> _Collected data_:

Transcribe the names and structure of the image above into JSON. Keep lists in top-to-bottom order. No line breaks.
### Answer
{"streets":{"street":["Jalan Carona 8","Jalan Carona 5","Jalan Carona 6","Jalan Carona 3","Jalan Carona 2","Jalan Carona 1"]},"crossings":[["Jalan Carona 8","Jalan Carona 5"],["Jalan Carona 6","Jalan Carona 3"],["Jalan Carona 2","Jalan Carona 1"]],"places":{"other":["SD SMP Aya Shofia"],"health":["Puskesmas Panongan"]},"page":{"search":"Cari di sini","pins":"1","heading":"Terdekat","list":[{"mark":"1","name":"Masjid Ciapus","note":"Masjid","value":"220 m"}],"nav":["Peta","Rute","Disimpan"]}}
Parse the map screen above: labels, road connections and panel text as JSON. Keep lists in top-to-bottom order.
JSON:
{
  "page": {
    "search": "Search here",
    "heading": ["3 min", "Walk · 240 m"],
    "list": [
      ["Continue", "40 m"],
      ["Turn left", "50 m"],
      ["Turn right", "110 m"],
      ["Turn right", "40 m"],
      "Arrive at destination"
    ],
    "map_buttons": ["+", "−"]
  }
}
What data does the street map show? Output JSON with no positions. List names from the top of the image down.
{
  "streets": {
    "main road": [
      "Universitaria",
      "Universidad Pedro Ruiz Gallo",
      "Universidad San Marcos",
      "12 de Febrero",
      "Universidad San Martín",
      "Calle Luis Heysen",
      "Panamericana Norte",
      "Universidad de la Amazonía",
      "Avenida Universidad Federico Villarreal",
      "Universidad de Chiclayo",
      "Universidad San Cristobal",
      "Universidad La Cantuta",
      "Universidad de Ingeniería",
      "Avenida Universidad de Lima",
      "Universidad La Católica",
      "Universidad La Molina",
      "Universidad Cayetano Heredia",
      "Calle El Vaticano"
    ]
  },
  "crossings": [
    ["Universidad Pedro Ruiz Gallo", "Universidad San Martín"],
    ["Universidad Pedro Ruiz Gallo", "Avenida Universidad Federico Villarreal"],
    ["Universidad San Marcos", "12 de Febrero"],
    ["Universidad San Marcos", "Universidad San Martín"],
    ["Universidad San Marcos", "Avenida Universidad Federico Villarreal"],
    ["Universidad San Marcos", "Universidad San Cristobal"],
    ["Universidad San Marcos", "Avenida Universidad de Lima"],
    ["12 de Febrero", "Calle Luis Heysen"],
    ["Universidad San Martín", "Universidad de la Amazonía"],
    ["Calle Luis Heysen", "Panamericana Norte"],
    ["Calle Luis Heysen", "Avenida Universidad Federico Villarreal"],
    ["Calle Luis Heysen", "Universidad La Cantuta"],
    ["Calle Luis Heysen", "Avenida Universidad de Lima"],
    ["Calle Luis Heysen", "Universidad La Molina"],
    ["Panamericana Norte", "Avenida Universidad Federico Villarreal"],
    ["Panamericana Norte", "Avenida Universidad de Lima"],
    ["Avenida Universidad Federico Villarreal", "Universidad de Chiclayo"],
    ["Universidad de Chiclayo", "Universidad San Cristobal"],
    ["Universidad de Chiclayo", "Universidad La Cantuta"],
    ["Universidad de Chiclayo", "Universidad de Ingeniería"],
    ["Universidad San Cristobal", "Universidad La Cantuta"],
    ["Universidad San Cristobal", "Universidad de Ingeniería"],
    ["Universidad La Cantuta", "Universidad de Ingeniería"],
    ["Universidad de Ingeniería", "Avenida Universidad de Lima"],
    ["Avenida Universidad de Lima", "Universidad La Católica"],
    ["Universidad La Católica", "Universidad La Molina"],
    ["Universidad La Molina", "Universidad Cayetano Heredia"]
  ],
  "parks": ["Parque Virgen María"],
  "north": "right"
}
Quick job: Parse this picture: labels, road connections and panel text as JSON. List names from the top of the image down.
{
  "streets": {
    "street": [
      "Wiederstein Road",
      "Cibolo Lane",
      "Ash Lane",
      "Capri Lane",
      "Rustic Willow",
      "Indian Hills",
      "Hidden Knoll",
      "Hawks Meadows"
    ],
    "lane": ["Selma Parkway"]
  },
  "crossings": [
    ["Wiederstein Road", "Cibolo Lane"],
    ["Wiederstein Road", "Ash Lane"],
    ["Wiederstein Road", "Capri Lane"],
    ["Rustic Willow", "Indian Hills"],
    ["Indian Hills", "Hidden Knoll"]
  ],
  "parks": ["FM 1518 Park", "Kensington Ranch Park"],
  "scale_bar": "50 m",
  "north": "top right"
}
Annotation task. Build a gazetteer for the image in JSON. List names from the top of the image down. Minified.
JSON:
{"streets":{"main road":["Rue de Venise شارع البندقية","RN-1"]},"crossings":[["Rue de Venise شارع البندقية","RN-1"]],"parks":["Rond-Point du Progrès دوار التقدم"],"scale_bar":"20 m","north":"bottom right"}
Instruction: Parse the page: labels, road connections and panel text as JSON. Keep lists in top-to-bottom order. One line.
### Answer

> _Description of the task_: With nothing left out, copy the data above exactly.

> _Written solution_:
Transcribe the names and structure of the image above into JSON. Keep lists in top-to-bottom order. No line breaks.
### Answer
{"streets":{"street":["Jalan Carona 8","Jalan Carona 5","Jalan Carona 6","Jalan Carona 3","Jalan Carona 2","Jalan Carona 1"]},"crossings":[["Jalan Carona 8","Jalan Carona 5"],["Jalan Carona 6","Jalan Carona 3"],["Jalan Carona 2","Jalan Carona 1"]],"places":{"other":["SD SMP Aya Shofia"],"health":["Puskesmas Panongan"]},"page":{"search":"Cari di sini","pins":"1","heading":"Terdekat","list":[{"mark":"1","name":"Masjid Ciapus","note":"Masjid","value":"220 m"}],"nav":["Peta","Rute","Disimpan"]}}
Parse the map screen above: labels, road connections and panel text as JSON. Keep lists in top-to-bottom order.
JSON:
{
  "page": {
    "search": "Search here",
    "heading": ["3 min", "Walk · 240 m"],
    "list": [
      ["Continue", "40 m"],
      ["Turn left", "50 m"],
      ["Turn right", "110 m"],
      ["Turn right", "40 m"],
      "Arrive at destination"
    ],
    "map_buttons": ["+", "−"]
  }
}
What data does the street map show? Output JSON with no positions. List names from the top of the image down.
{
  "streets": {
    "main road": [
      "Universitaria",
      "Universidad Pedro Ruiz Gallo",
      "Universidad San Marcos",
      "12 de Febrero",
      "Universidad San Martín",
      "Calle Luis Heysen",
      "Panamericana Norte",
      "Universidad de la Amazonía",
      "Avenida Universidad Federico Villarreal",
      "Universidad de Chiclayo",
      "Universidad San Cristobal",
      "Universidad La Cantuta",
      "Universidad de Ingeniería",
      "Avenida Universidad de Lima",
      "Universidad La Católica",
      "Universidad La Molina",
      "Universidad Cayetano Heredia",
      "Calle El Vaticano"
    ]
  },
  "crossings": [
    ["Universidad Pedro Ruiz Gallo", "Universidad San Martín"],
    ["Universidad Pedro Ruiz Gallo", "Avenida Universidad Federico Villarreal"],
    ["Universidad San Marcos", "12 de Febrero"],
    ["Universidad San Marcos", "Universidad San Martín"],
    ["Universidad San Marcos", "Avenida Universidad Federico Villarreal"],
    ["Universidad San Marcos", "Universidad San Cristobal"],
    ["Universidad San Marcos", "Avenida Universidad de Lima"],
    ["12 de Febrero", "Calle Luis Heysen"],
    ["Universidad San Martín", "Universidad de la Amazonía"],
    ["Calle Luis Heysen", "Panamericana Norte"],
    ["Calle Luis Heysen", "Avenida Universidad Federico Villarreal"],
    ["Calle Luis Heysen", "Universidad La Cantuta"],
    ["Calle Luis Heysen", "Avenida Universidad de Lima"],
    ["Calle Luis Heysen", "Universidad La Molina"],
    ["Panamericana Norte", "Avenida Universidad Federico Villarreal"],
    ["Panamericana Norte", "Avenida Universidad de Lima"],
    ["Avenida Universidad Federico Villarreal", "Universidad de Chiclayo"],
    ["Universidad de Chiclayo", "Universidad San Cristobal"],
    ["Universidad de Chiclayo", "Universidad La Cantuta"],
    ["Universidad de Chiclayo", "Universidad de Ingeniería"],
    ["Universidad San Cristobal", "Universidad La Cantuta"],
    ["Universidad San Cristobal", "Universidad de Ingeniería"],
    ["Universidad La Cantuta", "Universidad de Ingeniería"],
    ["Universidad de Ingeniería", "Avenida Universidad de Lima"],
    ["Avenida Universidad de Lima", "Universidad La Católica"],
    ["Universidad La Católica", "Universidad La Molina"],
    ["Universidad La Molina", "Universidad Cayetano Heredia"]
  ],
  "parks": ["Parque Virgen María"],
  "north": "right"
}
Quick job: Parse this picture: labels, road connections and panel text as JSON. List names from the top of the image down.
{
  "streets": {
    "street": [
      "Wiederstein Road",
      "Cibolo Lane",
      "Ash Lane",
      "Capri Lane",
      "Rustic Willow",
      "Indian Hills",
      "Hidden Knoll",
      "Hawks Meadows"
    ],
    "lane": ["Selma Parkway"]
  },
  "crossings": [
    ["Wiederstein Road", "Cibolo Lane"],
    ["Wiederstein Road", "Ash Lane"],
    ["Wiederstein Road", "Capri Lane"],
    ["Rustic Willow", "Indian Hills"],
    ["Indian Hills", "Hidden Knoll"]
  ],
  "parks": ["FM 1518 Park", "Kensington Ranch Park"],
  "scale_bar": "50 m",
  "north": "top right"
}
Annotation task. Build a gazetteer for the image in JSON. List names from the top of the image down. Minified.
JSON:
{"streets":{"main road":["Rue de Venise شارع البندقية","RN-1"]},"crossings":[["Rue de Venise شارع البندقية","RN-1"]],"parks":["Rond-Point du Progrès دوار التقدم"],"scale_bar":"20 m","north":"bottom right"}
Instruction: Parse the page: labels, road connections and panel text as JSON. Keep lists in top-to-bottom order. One line.
### Answer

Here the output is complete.